Bonus matrimonio 2017: come richiederlo?

Sfatiamo subito il falso mito del bonus sposi pari a 25.000 euro, la cui notizia, diventata ormai virale su internet, in realtà è palesemente FALSA.

In questo articolo scoprirete che il bonus non è altro che l’assegno di congedo matrimoniale, che molti non conoscono e che potrebbero rientrare nei requisiti per richiederlo.

COSA E’

È un assegno che viene concesso in occasione di un congedo straordinario della durata di otto giorni in occasione del matrimonio, civile o concordatario, da usufruire entro i 30 giorni successivi alla data dell’evento.
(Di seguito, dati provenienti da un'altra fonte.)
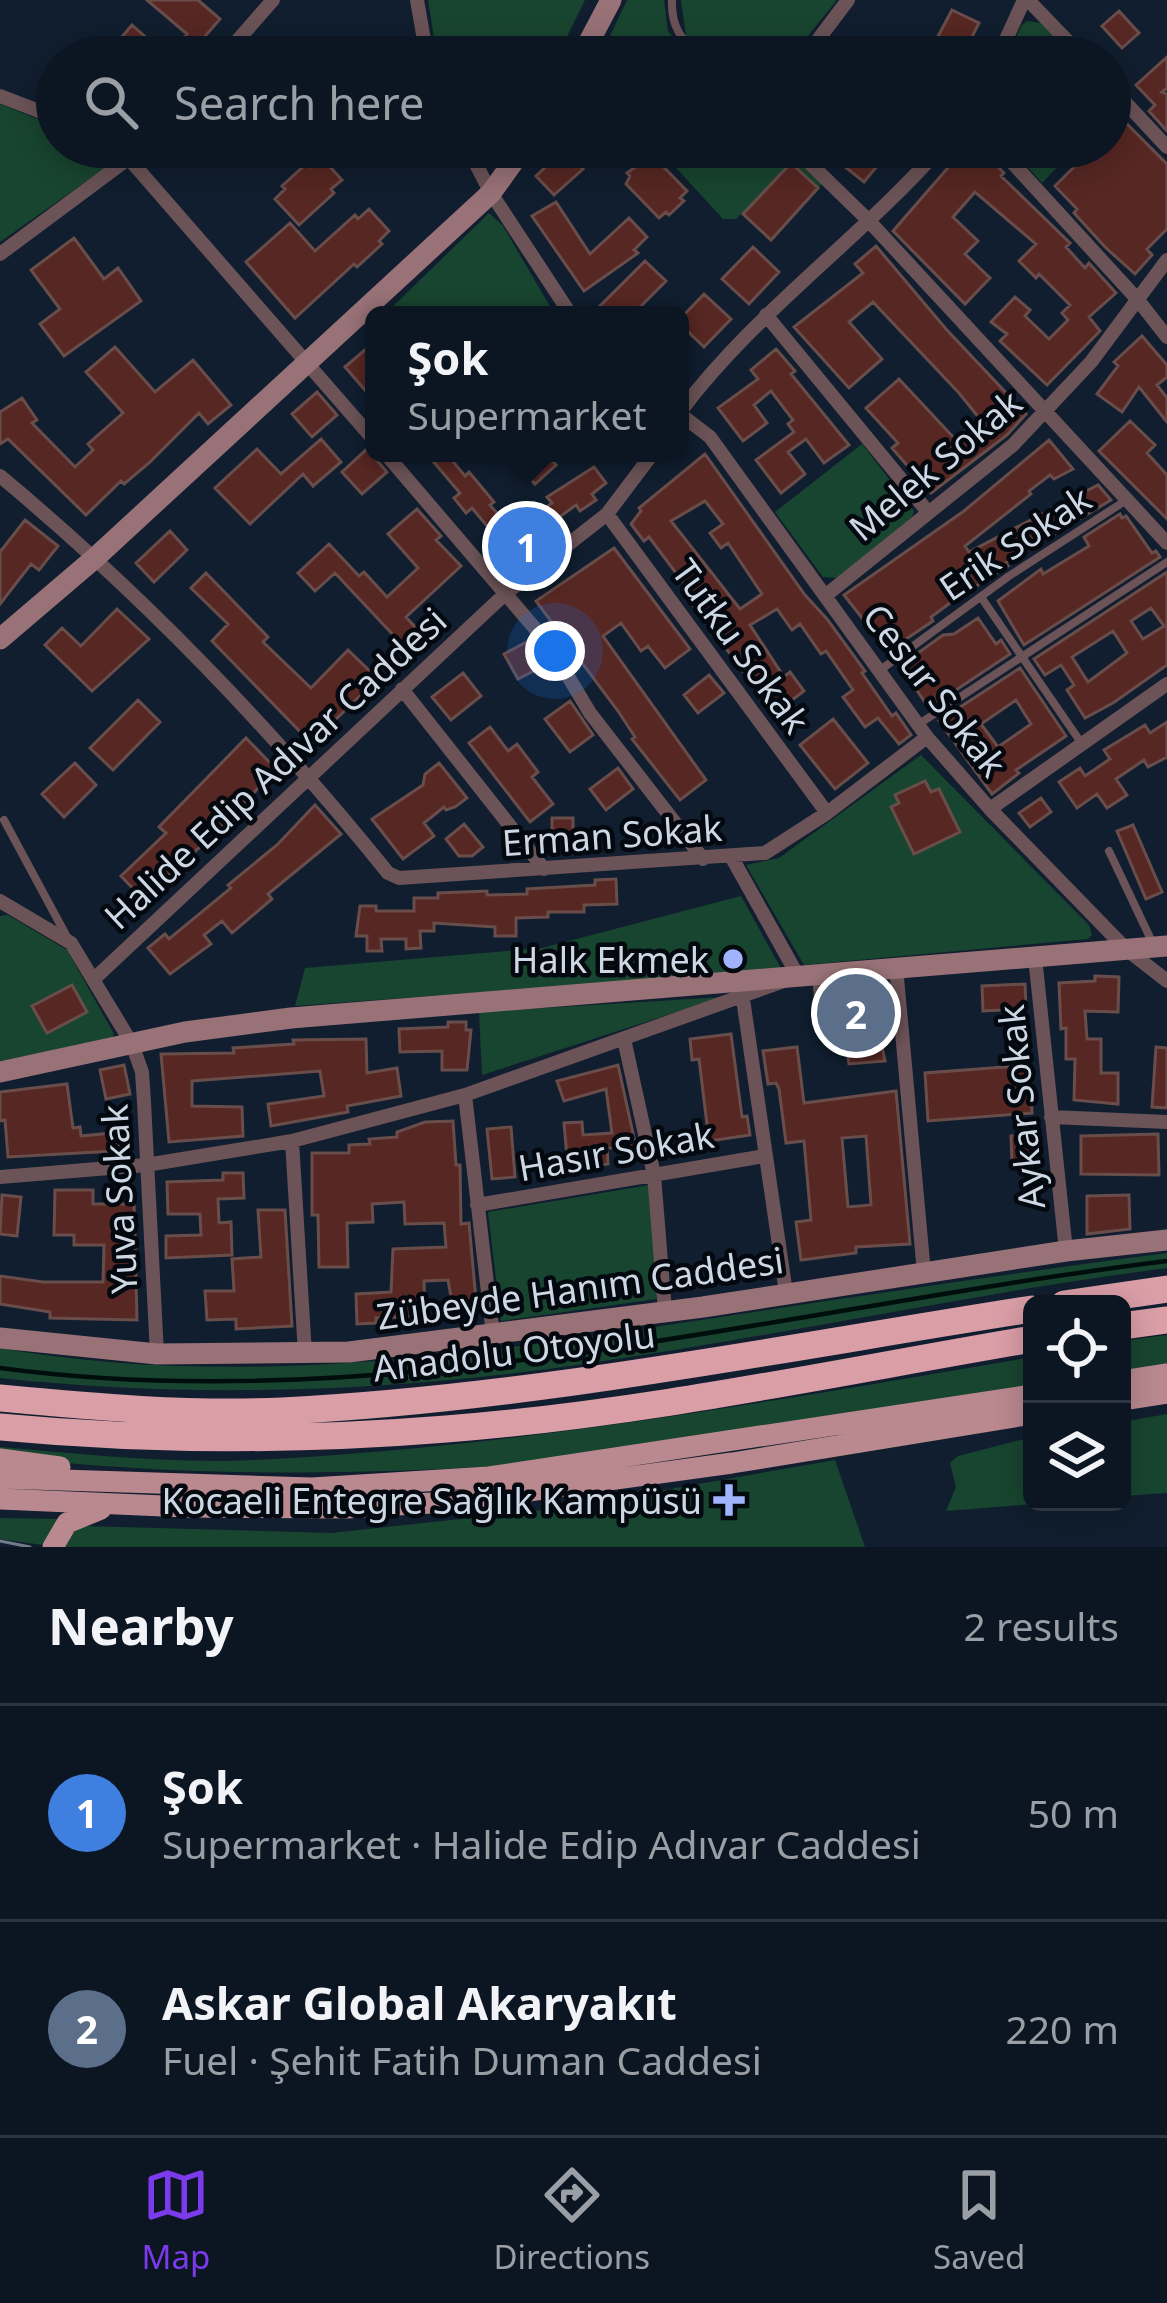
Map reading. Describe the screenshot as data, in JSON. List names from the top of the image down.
{
  "streets": {
    "highway": ["Anadolu Otoyolu"],
    "street": [
      "Melek Sokak",
      "Tutku Sokak",
      "Cesur Sokak",
      "Halide Edip Adıvar Caddesi",
      "Erman Sokak",
      "Aykar Sokak",
      "Hasır Sokak",
      "Yuva Sokak",
      "Zübeyde Hanım Caddesi"
    ],
    "lane": ["Erik Sokak"]
  },
  "crossings": [
    ["Melek Sokak", "Cesur Sokak"],
    ["Erik Sokak", "Cesur Sokak"],
    ["Tutku Sokak", "Halide Edip Adıvar Caddesi"],
    ["Tutku Sokak", "Erman Sokak"],
    ["Cesur Sokak", "Erman Sokak"],
    ["Halide Edip Adıvar Caddesi", "Erman Sokak"],
    ["Aykar Sokak", "Zübeyde Hanım Caddesi"],
    ["Yuva Sokak", "Zübeyde Hanım Caddesi"]
  ],
  "places": {
    "other": ["Halk Ekmek"],
    "health": ["Kocaeli Entegre Sağlık Kampüsü"]
  },
  "page": {
    "search": "Search here",
    "popup": ["Şok", "Supermarket"],
    "pins": ["1", "2"],
    "heading": ["Nearby", "2 results"],
    "list": [
      {
        "mark": "1",
        "name": "Şok",
        "note": "Supermarket · Halide Edip Adıvar Caddesi",
        "value": "50 m"
      },
      {
        "mark": "2",
        "name": "Askar Global Akaryakıt",
        "note": "Fuel · Şehit Fatih Duman Caddesi",
        "value": "220 m"
      }
    ],
    "nav": ["Map", "Directions", "Saved"]
  }
}
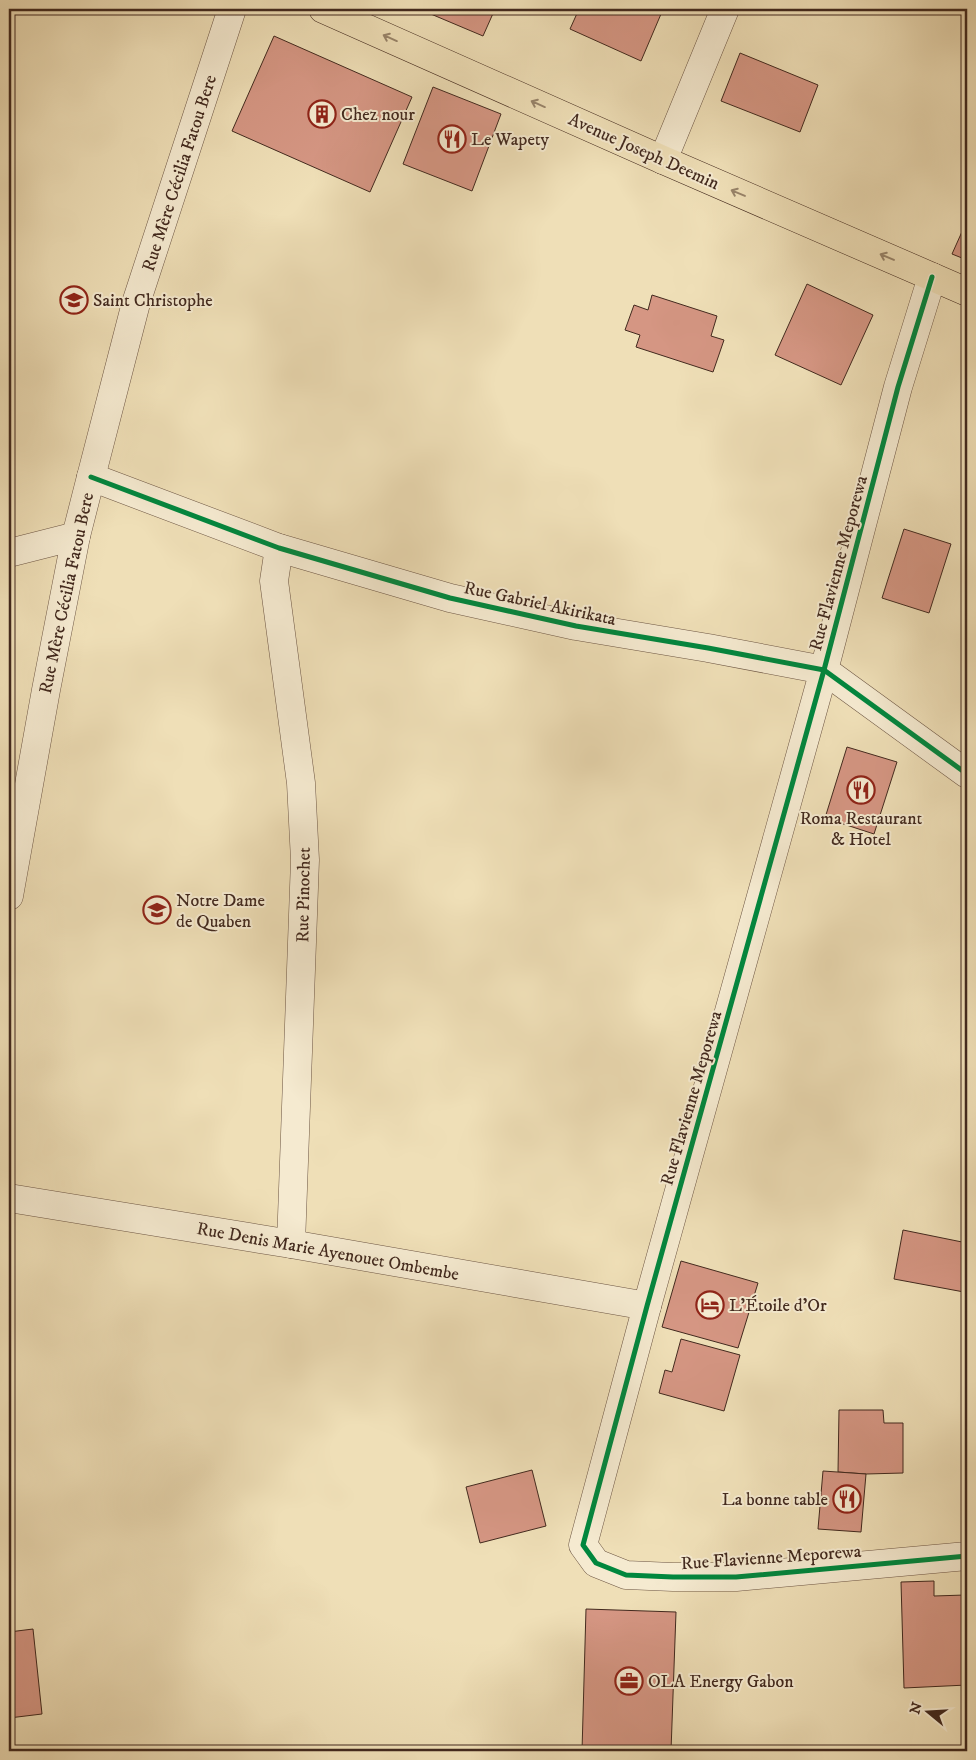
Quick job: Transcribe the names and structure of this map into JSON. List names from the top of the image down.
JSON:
{
  "streets": {
    "main road": ["Avenue Joseph Deemin"],
    "street": [
      "Rue Mère Cécilia Fatou Bere",
      "Rue Flavienne Meporewa",
      "Rue Gabriel Akirikata",
      "Rue Pinochet",
      "Rue Denis Marie Ayenouet Ombembe"
    ]
  },
  "crossings": [
    ["Avenue Joseph Deemin", "Rue Flavienne Meporewa"],
    ["Rue Mère Cécilia Fatou Bere", "Rue Gabriel Akirikata"],
    ["Rue Flavienne Meporewa", "Rue Gabriel Akirikata"],
    ["Rue Flavienne Meporewa", "Rue Denis Marie Ayenouet Ombembe"],
    ["Rue Gabriel Akirikata", "Rue Pinochet"],
    ["Rue Pinochet", "Rue Denis Marie Ayenouet Ombembe"]
  ],
  "one_way": ["Avenue Joseph Deemin"],
  "places": {
    "building": ["Chez nour"],
    "restaurant": ["Le Wapety", "Roma Restaurant & Hotel", "La bonne table"],
    "school or university": ["Saint Christophe", "Notre Dame de Quaben"],
    "hotel": ["L'Étoile d'Or"],
    "office": ["OLA Energy Gabon"]
  },
  "north": "left"
}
L’assegno per congedo matrimoniale spetta ad entrambi i coniugi quando l’uno e l’altra vi abbiano diritto.

A CHI SPETTA

L’assegno per congedo matrimoniale spetta agli operai, agli apprendisti, ai lavoratori a domicilio, ai marittimi di bassa forza dipendenti da aziende industriali, artigiane, cooperative, che:

  • contraggono matrimonio civile o concordatario;
  • possono far valere un rapporto di lavoro da almeno una settimana;
  • o fruiscono effettivamente del congedo (assenza dal lavoro) entro 30 giorni dalla celebrazione del matrimonio.

Spetta anche:

  • ai lavoratori disoccupati che siano in grado di dimostrare che nei novanta giorni precedenti il matrimonio hanno prestato, per almeno 15 giorni, la propria opera alle dipendenze delle aziende sopra dette;
  • ai lavoratori, che ferma restando l’esistenza del rapporto di lavoro, per un qualunque giustificato motivo non siano comunque in servizio (malattia, sospensione dal lavoro, richiamo alle armi ecc.).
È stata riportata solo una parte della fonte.